• Invisible

    Je n'ai été vu que quand je suis devenu invisible. Pendant des années, j'étais celui qu'on ne voyait pas. Les regards glissaient sur moi sans s'arrêter. A l'école, j'étais celui dont les profs ne retenaient jamais le prénom. Quand en quatrième j'ai demandé à ce qu'on le change, ils ont rapidement acquiescé, mais ils n'ont jamais vraiment essayé par la suite. Je n'ai jamais osé les reprendre. Peut être que finalement je ne voulais pas attirer l'attention non plus. Il y a des avantages à ne pas être vu. Les autres élèves n'ont rien dit quand j'ai coupé mes cheveux. A la maison, mes parents faisaient les autruches, la tête dans le sable pour ne pas entendre les mots qu'ils ne voulaient pas accepter. Apparemment il n'y avait rien de plus terrible que les termes de dysphorie et de transgenre. Ils m'ont laissé faire comme je voulais, alors je n'en ai pas demandé plus.

    Je ne m'en suis pas rendu compte tout de suite. Je préfère ne pas m'attarder devant le miroir. Des traits trop féminins qui me minent le moral. Quelques cicatrices, mais elles passent inaperçues sous les manches longues de mon uniforme. Je ferme les yeux sur ce qui fait mal moi aussi, je fuis comme les autres. Je nie mon corps comme les autres oublient mon existence. Mais progressivement mes contours ont commencé à s'effacer. Je ne saurais pas vraiment comment l'expliquer. Ca ne s'était jamais vu auparavant. J'étais devenu flou. Les gens s'y reprenaient à deux fois quand ils me voyaient. Au lieu de sentir leur regard glisser sur moi comme d'habitude, je savais désormais que si je me retournais, je verrai leurs yeux inquisiteurs portés sur moi, les sourcils froncés, comme pour essayer de déchiffrer l'énigme que j'étais devenu.

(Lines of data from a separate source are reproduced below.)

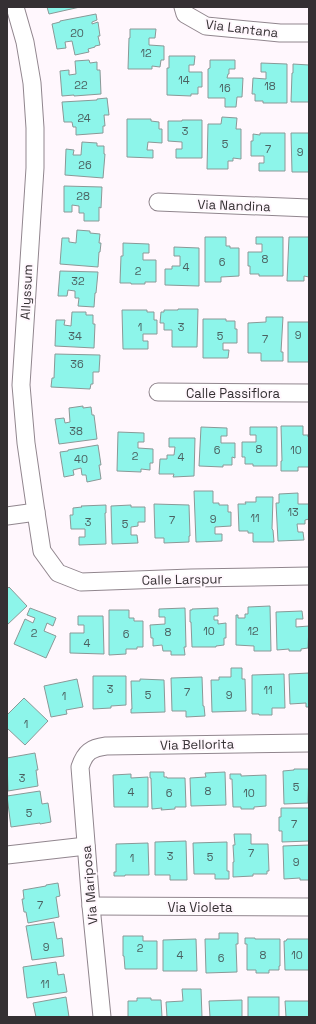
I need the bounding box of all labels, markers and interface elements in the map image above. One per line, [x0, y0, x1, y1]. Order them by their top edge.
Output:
street label: Via Lantana [205, 16, 280, 41]
house number: 20 [70, 26, 84, 40]
house number: 12 [140, 46, 152, 60]
house number: 14 [178, 73, 190, 87]
house number: 22 [74, 78, 88, 92]
house number: 18 [264, 79, 276, 93]
house number: 16 [219, 81, 231, 95]
house number: 24 [77, 111, 91, 125]
house number: 3 [182, 124, 189, 138]
house number: 5 [222, 137, 229, 151]
house number: 7 [265, 142, 271, 156]
house number: 9 [297, 145, 304, 159]
house number: 26 [78, 158, 92, 172]
house number: 28 [76, 189, 90, 203]
street label: Via Nandina [197, 196, 271, 215]
house number: 8 [262, 252, 269, 266]
house number: 6 [219, 255, 226, 269]
house number: 4 [183, 260, 190, 274]
street label: Allyssum [17, 264, 36, 320]
house number: 2 [135, 264, 142, 278]
house number: 32 [71, 274, 85, 288]
house number: 1 [138, 320, 142, 334]
house number: 3 [178, 320, 185, 334]
house number: 9 [295, 328, 302, 342]
house number: 34 [68, 329, 82, 343]
house number: 5 [217, 329, 224, 343]
house number: 7 [262, 332, 268, 346]
house number: 36 [70, 357, 84, 371]
street label: Calle Passiflora [186, 385, 281, 402]
house number: 38 [69, 424, 83, 438]
house number: 8 [256, 442, 263, 456]
house number: 6 [214, 443, 221, 457]
house number: 10 [290, 443, 302, 457]
house number: 2 [132, 449, 139, 463]
house number: 4 [178, 450, 185, 464]
house number: 40 [74, 452, 88, 466]
house number: 13 [287, 505, 299, 519]
house number: 11 [250, 511, 260, 525]
house number: 9 [210, 512, 217, 526]
house number: 7 [169, 513, 175, 527]
house number: 3 [85, 515, 92, 529]
house number: 5 [122, 517, 129, 531]
street label: Calle Larspur [142, 570, 223, 589]
house number: 10 [203, 624, 215, 638]
house number: 12 [247, 624, 259, 638]
house number: 8 [165, 625, 172, 639]
house number: 2 [31, 626, 38, 640]
house number: 6 [123, 627, 130, 641]
house number: 4 [84, 636, 91, 650]
house number: 3 [107, 682, 114, 696]
house number: 11 [263, 683, 273, 697]
house number: 7 [184, 685, 190, 699]
house number: 5 [145, 688, 152, 702]
house number: 9 [226, 688, 233, 702]
house number: 1 [62, 689, 66, 703]
house number: 1 [24, 717, 28, 731]
street label: Via Bellorita [160, 735, 235, 754]
house number: 3 [19, 771, 26, 785]
house number: 5 [293, 780, 300, 794]
house number: 8 [205, 784, 212, 798]
house number: 4 [128, 785, 135, 799]
house number: 6 [166, 786, 173, 800]
house number: 10 [243, 786, 255, 800]
house number: 5 [26, 806, 33, 820]
house number: 7 [291, 817, 297, 831]
street label: Via Mariposa [78, 844, 101, 925]
house number: 7 [248, 846, 254, 860]
house number: 3 [167, 849, 174, 863]
house number: 5 [207, 850, 214, 864]
house number: 1 [130, 851, 134, 865]
house number: 9 [293, 855, 300, 869]
house number: 7 [37, 898, 43, 912]
street label: Via Violeta [167, 899, 233, 916]
house number: 9 [43, 940, 50, 954]
house number: 2 [137, 941, 144, 955]
house number: 4 [177, 948, 184, 962]
house number: 8 [260, 948, 267, 962]
house number: 10 [291, 948, 303, 962]
house number: 6 [218, 951, 225, 965]
house number: 11 [40, 977, 50, 991]

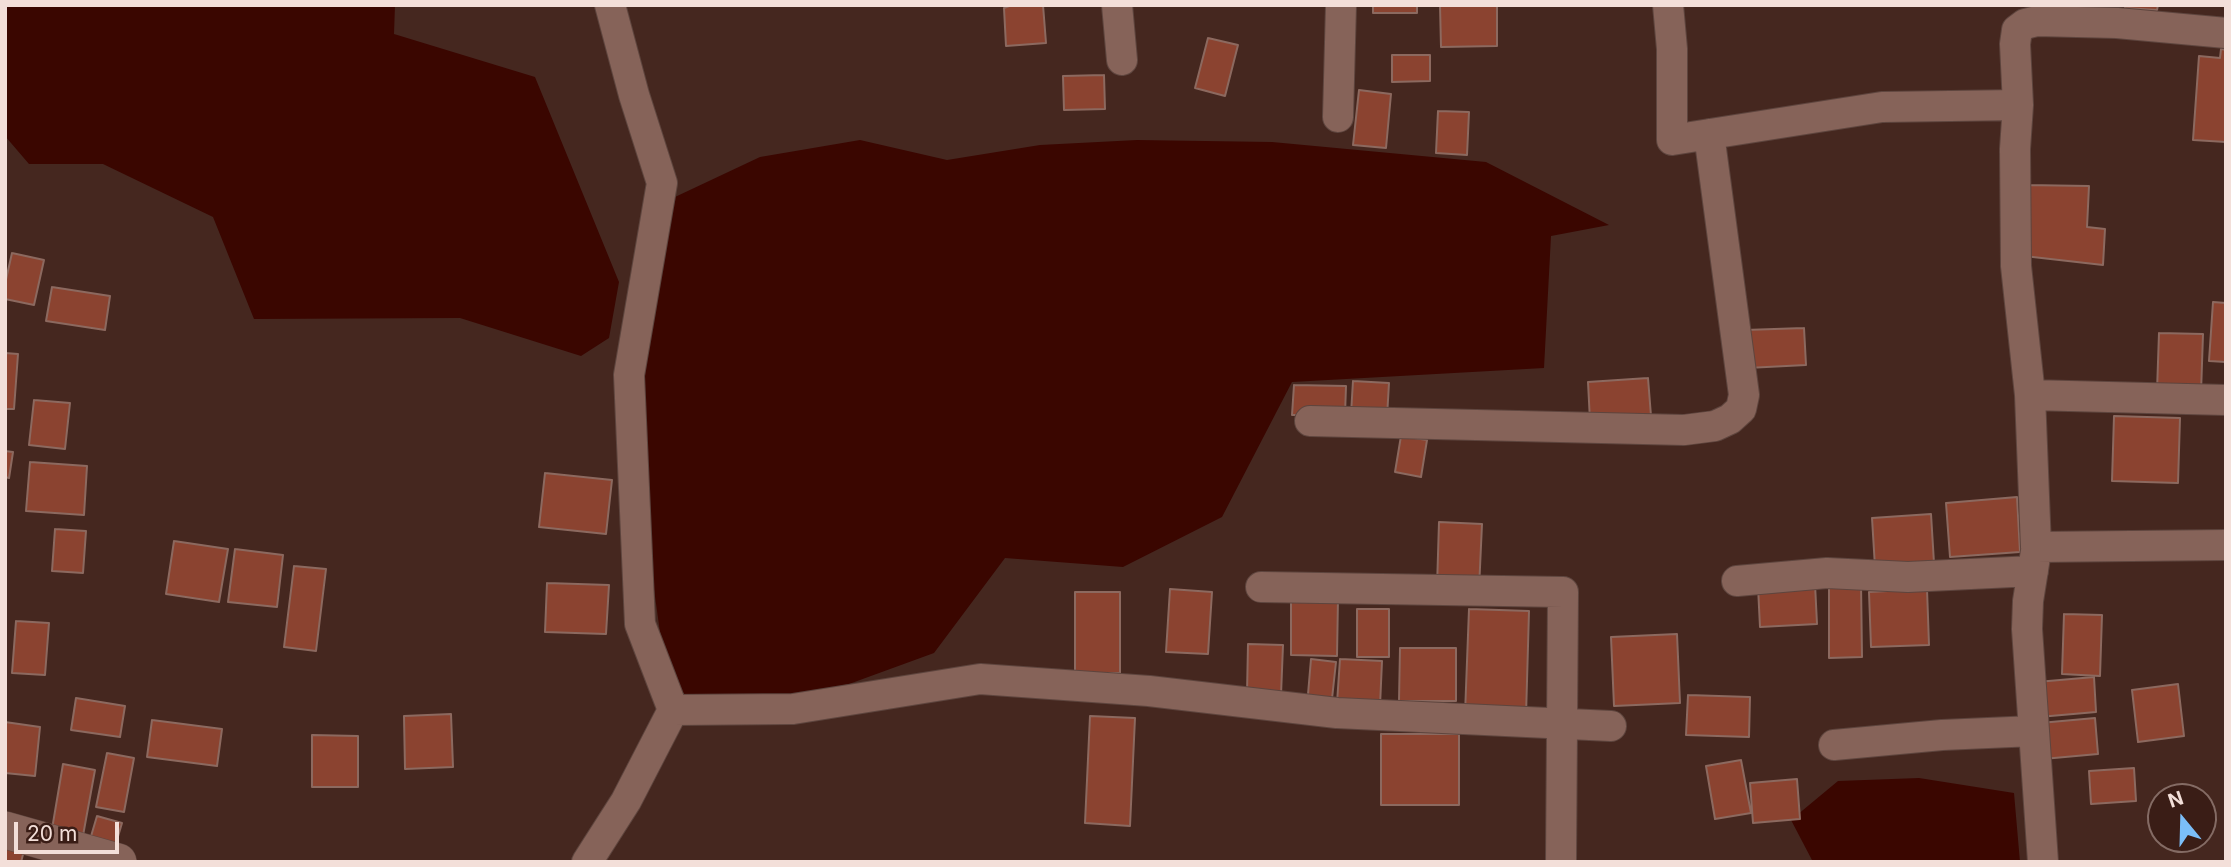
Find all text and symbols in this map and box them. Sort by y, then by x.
north arrow [2147,783,2217,853]
text: N [2165,786,2186,813]
scale bar [18,808,122,852]
text: 20 m [27,821,77,846]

    Et puis je suis devenu translucide. Mes parents ont laissé les médias venir chez nous. Ils ont pris des photos de ma peau, tellement fascinés par sa disparition progressive qu'ils n'ont pas vu les trainées rouges qui la marquaient. Des scientifiques sont venus aussi. Ils me tiraient les cheveux, prenaient mon sang puis se réunissaient dans un coin de la maison, pour parler entre confrères, me jetant de petits regards inquiets. J'étais sous le feu des projecteurs, littéralement. Tout le monde connaissait mon prénom. Enfin celui que mes parents m'avaient donné à la naissance, pas celui que j'avais choisi pour moi-même. Mais pour une fois j'étais regardé, et une part de moi aimait bien l'attention. A défaut de corps, tout le monde faisait attention à moi. La voisine d'à côté m'a fait des cookies. A défaut d'avoir une voix, tout le monde connaissait mon histoire. Avec l'argent des interviews et de la recherche scientifique, mes parents ont refait ma chambre. Les gens à l'école voulaient une photo avec moi. Avec ce qu'il restait de moi. Je souriais mais le rouge de mes lèvres avait disparu.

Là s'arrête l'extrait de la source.